What the fuck is going on in that bottom panel? Where did the Joker get the rope? How did he find that disembodied glass floorway/doorway in the blackest cosmos where clearly it resides? By what method of travel does he return to earth on the next page?

Page 11: "[H]ow extraordinarily... inevitable you are." It's "unbearably inevitable", "unbearably" ya hear?! Hurt channels the "Unbearable Inevitability of Batman and the Joker," the unbearably overbearing chapter 8 heading in the barely-a-comic Batman 663

Dr. Hurt seems to be outfitting the Joker's suspenders with a black corsage, but the Joker ditches that shit fast because the clown at midnight means...

Page 12: I guess we are to assume Commissioner Gordon's has passed through a motion sensor that triggered a recording, since Dr. Hurt is currently occupied entertaining guests and El Sombrero is currently occupied being dead.

Page 13: Man this subplot is so pointless and that's not even my disdain for Damian talking. As David Uzumeri says, there can be no doubt now that Commissioner Gordon knows Batman's true identity.

Page 14: "We didn't get the shipment!

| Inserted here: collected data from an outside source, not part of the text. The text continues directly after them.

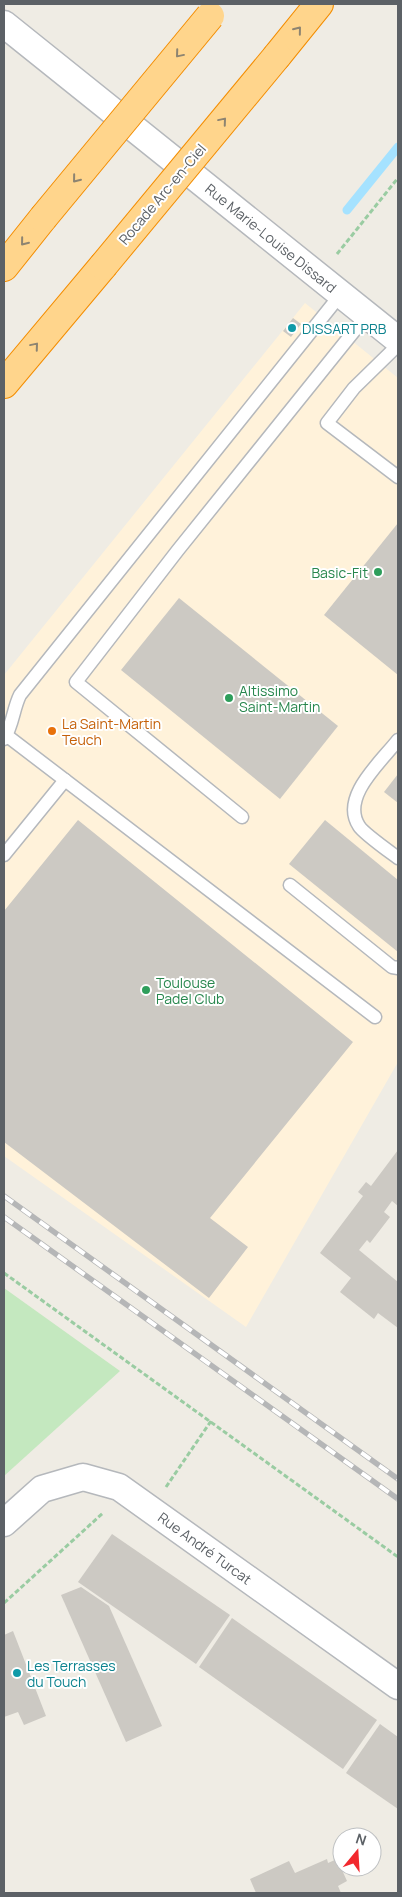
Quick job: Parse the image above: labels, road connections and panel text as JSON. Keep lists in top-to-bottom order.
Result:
{
  "streets": {
    "highway": ["Rocade Arc-en-Ciel"],
    "street": ["Rue Marie-Louise Dissard", "Rue André Turcat"]
  },
  "places": [
    "DISSART PRB",
    "Basic-Fit",
    "Altissimo Saint-Martin",
    "La Saint-Martin Teuch",
    "Toulouse Padel Club",
    "Les Terrasses du Touch"
  ],
  "north": "top"
}
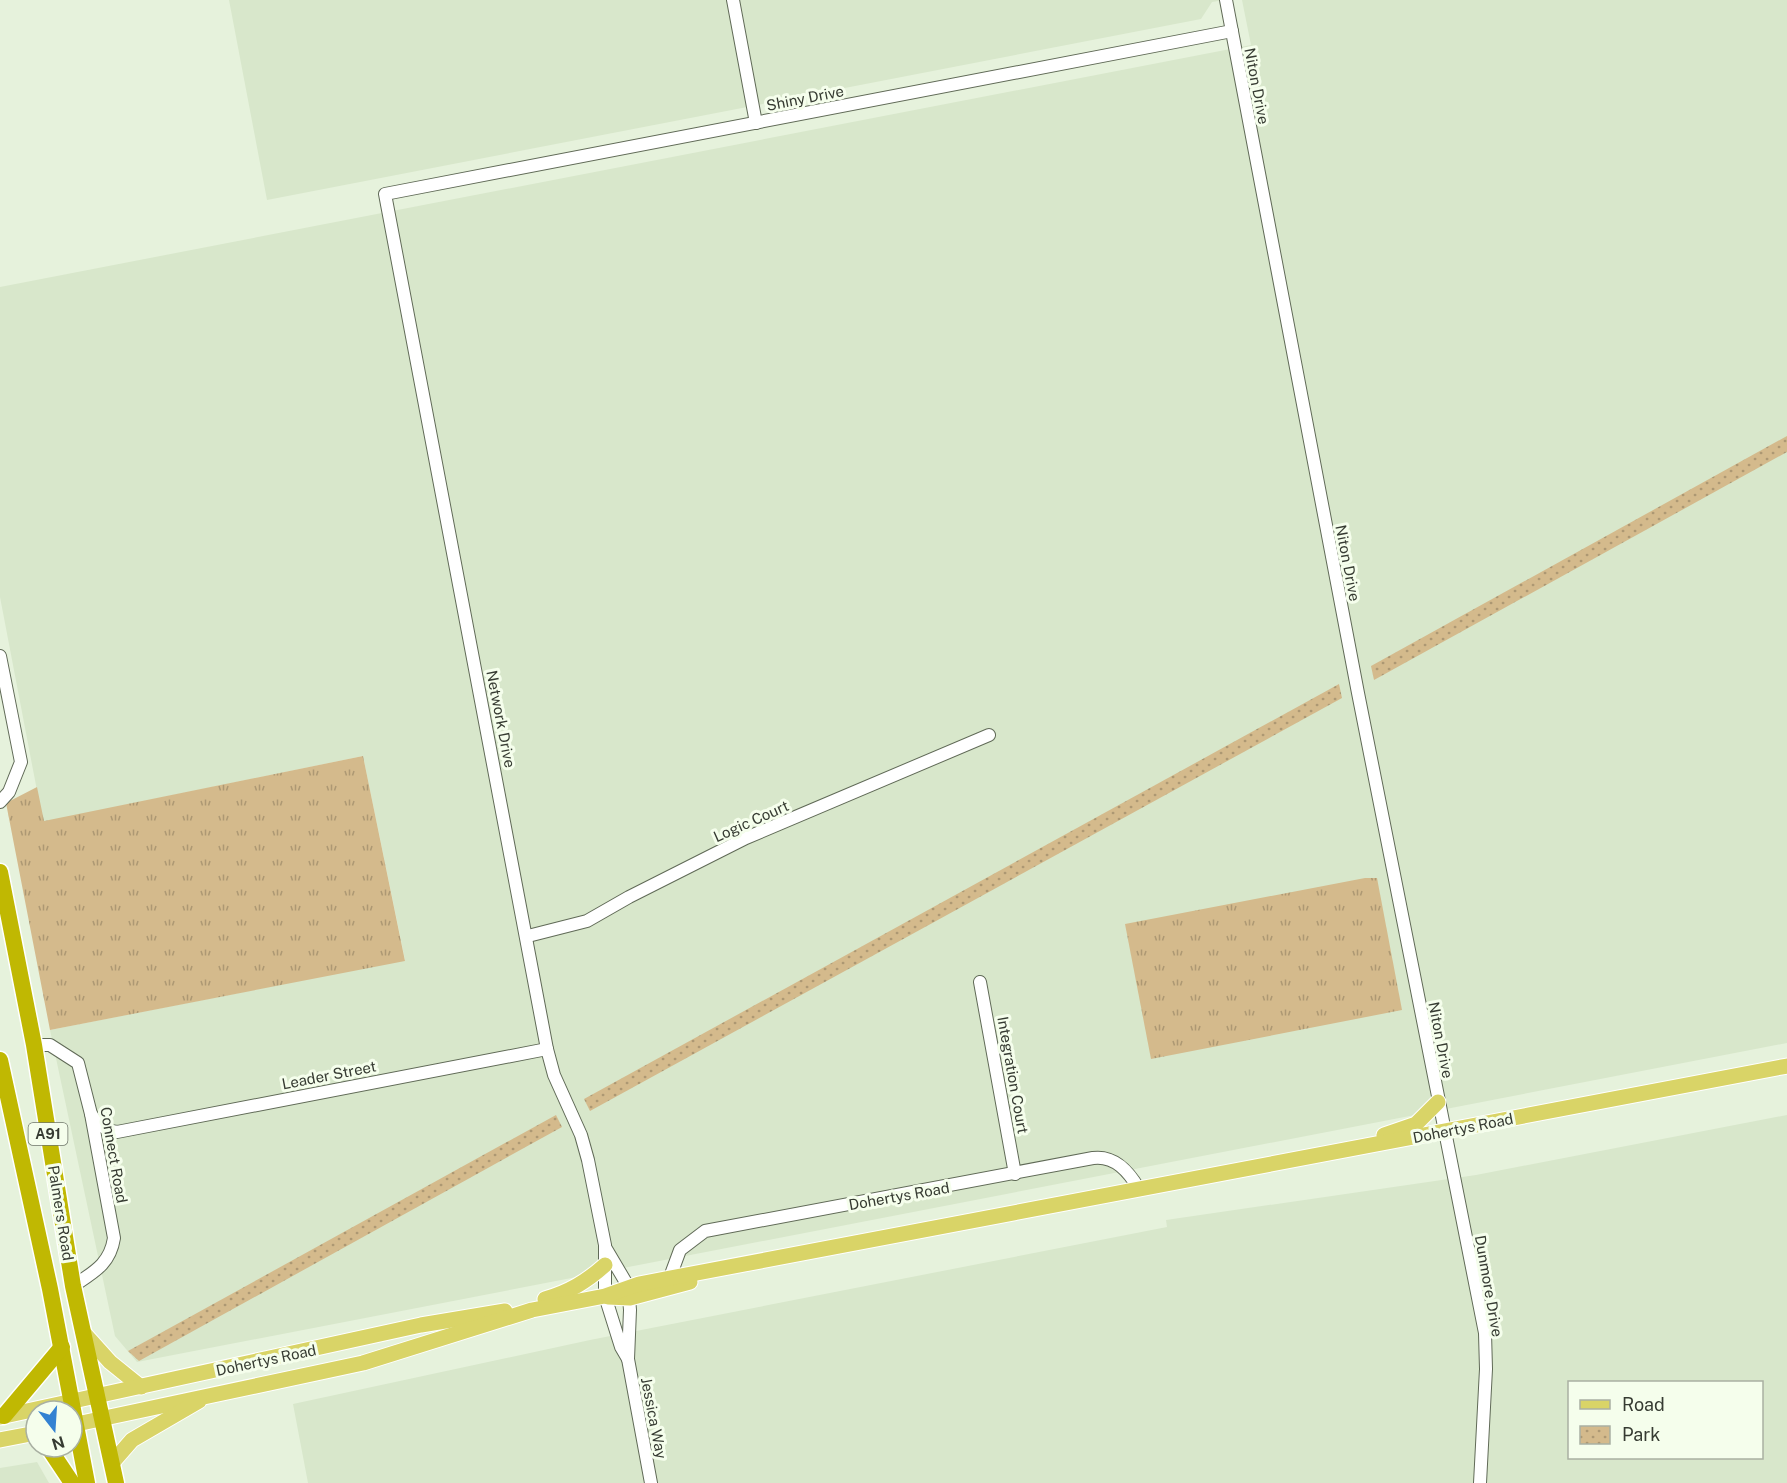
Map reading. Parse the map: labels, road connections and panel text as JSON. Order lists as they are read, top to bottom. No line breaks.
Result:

We're out of ammo!" Batman crashed the Martius Freight weapons shipment last issue, much to the chagrin of Charlie Caligula. And (if I'm lucky maybe one reader will get this reference) the top panel of this page reminds of me Metal Gear Solid 3 where the player could blow up the enemy's weapons storehouse, enabling terrorists to expend their once infinite ammo. Yeah, that's right, I just alluded to an obscure Easter egg from a five year old video game in the annotations for a completely unrelated comic book... bitch.

Page 14: "And you turn up dressed like clown," There's a certain, very Morrisonian irony in the fact that the new Batman is fruiting around Arkham Asylum in his new duds, tasting the rainbow, while a highly subdued Joker looks on, murmuring dry psychoanalysis at him strictly in lowercase.

Page 15: "Jezebel, I'm coming to get you." Brian Cronin from CSBG points out that this scene could be interpreted as Batman suspecting Jezebel of guilt and "coming to get her" the same way he'd come to get the Joker. Mr. Cronin thinks it's very cool, I'm not sure if it's anything at all, but you should check out the link anyway because the comments section features one of the finest bits of sarcasm (commenter named karl and not me, sad to say) ever to be visited upon the internets.

Page 16: A Batman impostor working for Dr. Hurt shot the Joker in Morrison's first issue, 655.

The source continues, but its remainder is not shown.